Reunião em Rabat em meio à pressão
A reunião ocorre em um momento delicado para o dirigente, que passou em três dias de todo-poderoso do futebol mundial a dirigente na berlinda na presidência da Fifa. O plano de criar a empresa Fifa Forward Enterprise (FFE) para a venda de ações a investidores privados fracassou rapidamente, e Infantino vive seu momento mais pressionado desde que assumiu o cargo.
A ideia de Infantino era criar a Fifa Forward Enterprise (FFE), uma subsidiária com controle majoritário da Fifa e participações minoritárias de investidores. A companhia ficaria responsável por consolidar as operações das principais competições organizadas pela entidade, como a Copa do Mundo e a Copa do Mundo de Clubes. O objetivo era arrecadar até 4,2 bilhões de dólares (R$ 21,5 bilhões).
Rejeição imediata e boicote europeu
A Uefa foi a primeira a se posicionar contra e anunciou que os 55 representantes boicotariam competições futuras promovidas pela Fifa enquanto a ideia não fosse cancelada. A Concacaf, que reúne países das Américas do Norte e Central e Caribe, e a Confederação Asiática de Futebol (AFC) também reprovaram a medida em notas oficiais.
A entidade europeia defende, agora, uma mudança na presidência da Fifa, deixando Infantino sob forte pressão. O sindicato dos jogadores também criticou o plano, afirmando que o projeto foi feito "a portas fechadas". O chefe operacional da Fifa também se manifestou contra a proposta, chamando-a de "projeto de uma pessoa só".
Desistência e cenário político
Com a impressionante rejeição e pressão sofridas, Gianni Infantino anunciou a desistência da criação da FFE na sexta, três dias após ter anunciado a possibilidade da venda de ações da Fifa a investidores privados. A Uefa, que reúne as federações europeias, defendeu abertamente a mudança na presidência.
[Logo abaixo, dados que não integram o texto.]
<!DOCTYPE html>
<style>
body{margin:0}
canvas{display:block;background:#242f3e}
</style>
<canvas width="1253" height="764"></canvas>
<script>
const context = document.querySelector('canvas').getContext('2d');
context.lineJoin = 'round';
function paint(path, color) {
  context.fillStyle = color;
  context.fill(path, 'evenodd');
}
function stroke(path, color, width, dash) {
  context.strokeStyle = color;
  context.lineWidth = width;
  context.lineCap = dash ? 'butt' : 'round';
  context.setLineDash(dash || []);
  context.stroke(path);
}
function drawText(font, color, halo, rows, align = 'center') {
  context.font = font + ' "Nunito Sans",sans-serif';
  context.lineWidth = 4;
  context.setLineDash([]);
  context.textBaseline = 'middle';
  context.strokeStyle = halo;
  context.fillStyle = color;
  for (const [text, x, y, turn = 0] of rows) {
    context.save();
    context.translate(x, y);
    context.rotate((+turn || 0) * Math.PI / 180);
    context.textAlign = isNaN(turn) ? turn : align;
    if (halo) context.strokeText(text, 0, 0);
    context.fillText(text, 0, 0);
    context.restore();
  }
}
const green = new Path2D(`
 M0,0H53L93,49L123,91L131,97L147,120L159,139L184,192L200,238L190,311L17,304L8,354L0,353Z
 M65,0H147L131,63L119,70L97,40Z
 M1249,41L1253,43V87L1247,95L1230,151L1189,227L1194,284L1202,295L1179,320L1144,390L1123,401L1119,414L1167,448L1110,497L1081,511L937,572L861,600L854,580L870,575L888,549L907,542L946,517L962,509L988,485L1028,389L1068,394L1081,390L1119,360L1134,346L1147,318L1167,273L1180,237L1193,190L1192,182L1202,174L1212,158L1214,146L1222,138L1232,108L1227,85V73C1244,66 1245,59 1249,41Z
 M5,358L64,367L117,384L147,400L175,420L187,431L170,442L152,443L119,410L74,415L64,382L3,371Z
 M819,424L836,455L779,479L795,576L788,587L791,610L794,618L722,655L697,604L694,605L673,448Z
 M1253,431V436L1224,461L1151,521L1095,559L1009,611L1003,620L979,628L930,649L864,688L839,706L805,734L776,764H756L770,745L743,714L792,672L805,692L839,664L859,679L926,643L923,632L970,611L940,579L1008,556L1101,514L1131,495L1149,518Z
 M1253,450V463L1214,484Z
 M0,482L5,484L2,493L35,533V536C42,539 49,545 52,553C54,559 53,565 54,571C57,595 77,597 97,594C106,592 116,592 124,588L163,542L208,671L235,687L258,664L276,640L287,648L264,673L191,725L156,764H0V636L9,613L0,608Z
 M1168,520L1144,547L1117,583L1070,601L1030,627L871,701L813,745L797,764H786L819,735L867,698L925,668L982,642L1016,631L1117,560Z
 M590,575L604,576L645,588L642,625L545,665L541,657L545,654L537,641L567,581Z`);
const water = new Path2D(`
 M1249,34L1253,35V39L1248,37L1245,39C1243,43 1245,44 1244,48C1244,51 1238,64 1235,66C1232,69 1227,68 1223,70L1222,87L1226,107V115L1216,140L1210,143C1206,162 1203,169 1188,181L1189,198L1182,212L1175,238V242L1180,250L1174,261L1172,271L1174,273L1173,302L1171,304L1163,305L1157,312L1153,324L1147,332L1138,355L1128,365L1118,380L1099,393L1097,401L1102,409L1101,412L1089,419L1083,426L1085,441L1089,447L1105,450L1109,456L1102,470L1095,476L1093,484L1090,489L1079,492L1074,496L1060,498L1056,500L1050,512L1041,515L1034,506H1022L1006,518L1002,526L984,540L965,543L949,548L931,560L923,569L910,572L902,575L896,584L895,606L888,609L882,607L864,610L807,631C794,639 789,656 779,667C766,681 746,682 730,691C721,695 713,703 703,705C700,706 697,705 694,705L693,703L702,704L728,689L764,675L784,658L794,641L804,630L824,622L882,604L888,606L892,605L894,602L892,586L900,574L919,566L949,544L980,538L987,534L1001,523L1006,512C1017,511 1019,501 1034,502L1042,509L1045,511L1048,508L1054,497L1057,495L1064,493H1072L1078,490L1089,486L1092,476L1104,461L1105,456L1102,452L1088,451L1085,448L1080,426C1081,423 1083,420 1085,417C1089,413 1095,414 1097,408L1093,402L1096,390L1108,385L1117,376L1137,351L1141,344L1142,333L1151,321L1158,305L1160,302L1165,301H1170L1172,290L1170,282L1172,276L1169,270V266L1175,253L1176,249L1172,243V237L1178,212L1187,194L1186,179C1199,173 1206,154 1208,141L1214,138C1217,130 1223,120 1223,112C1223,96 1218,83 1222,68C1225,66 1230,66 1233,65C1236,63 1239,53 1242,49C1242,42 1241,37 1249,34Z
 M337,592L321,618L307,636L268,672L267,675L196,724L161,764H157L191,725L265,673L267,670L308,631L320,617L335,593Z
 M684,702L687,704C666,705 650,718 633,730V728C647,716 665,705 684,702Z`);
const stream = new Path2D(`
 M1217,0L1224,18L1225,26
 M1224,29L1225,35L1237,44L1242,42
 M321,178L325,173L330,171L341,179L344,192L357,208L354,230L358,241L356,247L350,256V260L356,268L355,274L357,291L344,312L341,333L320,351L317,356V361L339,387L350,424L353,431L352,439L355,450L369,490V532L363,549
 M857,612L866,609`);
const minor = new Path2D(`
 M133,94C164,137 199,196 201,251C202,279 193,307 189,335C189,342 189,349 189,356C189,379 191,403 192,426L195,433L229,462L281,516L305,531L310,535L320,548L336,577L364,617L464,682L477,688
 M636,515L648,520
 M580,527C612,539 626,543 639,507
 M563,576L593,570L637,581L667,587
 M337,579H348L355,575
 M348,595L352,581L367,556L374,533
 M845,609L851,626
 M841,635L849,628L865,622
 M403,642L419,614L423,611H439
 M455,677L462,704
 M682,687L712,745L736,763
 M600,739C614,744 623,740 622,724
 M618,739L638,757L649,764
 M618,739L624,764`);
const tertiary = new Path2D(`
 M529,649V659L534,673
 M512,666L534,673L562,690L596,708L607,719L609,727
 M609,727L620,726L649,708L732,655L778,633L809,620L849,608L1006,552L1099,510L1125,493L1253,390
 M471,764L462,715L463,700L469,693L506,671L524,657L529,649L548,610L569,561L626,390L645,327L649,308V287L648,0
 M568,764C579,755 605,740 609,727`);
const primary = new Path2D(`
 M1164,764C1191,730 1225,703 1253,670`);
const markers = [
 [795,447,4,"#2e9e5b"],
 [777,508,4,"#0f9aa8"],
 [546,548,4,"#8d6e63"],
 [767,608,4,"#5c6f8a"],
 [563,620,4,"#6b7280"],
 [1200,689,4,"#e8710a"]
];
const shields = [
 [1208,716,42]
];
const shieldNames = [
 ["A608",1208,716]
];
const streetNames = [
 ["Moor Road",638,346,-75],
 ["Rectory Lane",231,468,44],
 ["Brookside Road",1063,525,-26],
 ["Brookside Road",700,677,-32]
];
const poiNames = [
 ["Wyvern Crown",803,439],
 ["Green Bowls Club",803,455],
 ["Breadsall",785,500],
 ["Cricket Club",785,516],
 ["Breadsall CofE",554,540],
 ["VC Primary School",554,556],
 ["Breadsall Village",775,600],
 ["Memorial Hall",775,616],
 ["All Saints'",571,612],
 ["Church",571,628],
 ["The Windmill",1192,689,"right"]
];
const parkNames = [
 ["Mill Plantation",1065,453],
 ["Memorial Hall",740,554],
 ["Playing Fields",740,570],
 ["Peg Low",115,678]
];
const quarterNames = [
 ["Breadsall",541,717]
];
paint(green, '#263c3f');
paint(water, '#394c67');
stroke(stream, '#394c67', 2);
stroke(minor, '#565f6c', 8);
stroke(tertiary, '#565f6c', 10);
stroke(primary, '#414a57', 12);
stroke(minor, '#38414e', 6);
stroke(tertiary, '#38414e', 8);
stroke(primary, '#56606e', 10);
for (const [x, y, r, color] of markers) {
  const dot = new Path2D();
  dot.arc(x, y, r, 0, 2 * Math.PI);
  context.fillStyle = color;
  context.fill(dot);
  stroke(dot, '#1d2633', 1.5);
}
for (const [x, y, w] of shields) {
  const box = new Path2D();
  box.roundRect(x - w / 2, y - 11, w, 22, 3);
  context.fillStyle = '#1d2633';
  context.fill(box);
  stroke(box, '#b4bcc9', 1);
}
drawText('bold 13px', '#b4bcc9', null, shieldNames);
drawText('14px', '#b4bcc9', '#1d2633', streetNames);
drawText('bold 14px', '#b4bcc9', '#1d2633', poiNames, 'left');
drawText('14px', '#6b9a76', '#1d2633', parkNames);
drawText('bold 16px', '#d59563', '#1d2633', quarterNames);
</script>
Mas Infantino tem apoiadores importantes, caso do Marrocos - uma das três principais sedes da Copa do Mundo de 2030 - e tampouco sofreu críticas por parte da Conmebol, confederação sul-americana de futebol e uma das mais importantes mundialmente. Amparado a isso, pode tentar se sustentar no cargo até março, quando haverá a eleição para tentar seu quarto e último mandato.
Possível saída e Conselho da Fifa
O Conselho da Fifa pode convocar reunião de emergência para tratar da saída de Infantino caso 19 de seus 37 membros a solicitem. A distribuição dos 37 membros é a seguinte: nove da Uefa, sete da AFC (Confederação Asiática de Futebol), seis da CAF (Confederação Africana de Futebol), cinco da Concacaf (Confederação de Futebol das Américas do Norte e Central), cinco da Conmebol e três da Oceania. Infantino e o secretário-geral da Fifa, Mattias Grafstrom, completam o quadro.
Gianni Infantino foi visto no Marrocos na semana passada, participando de celebrações do Dia do Trono, que exalta a data na qual o rei Mohammed VI assumiu o posto, há 27 anos. O país africano, que será uma das sedes da Copa do Mundo de 2030, é visto como um aliado importante do presidente da Fifa.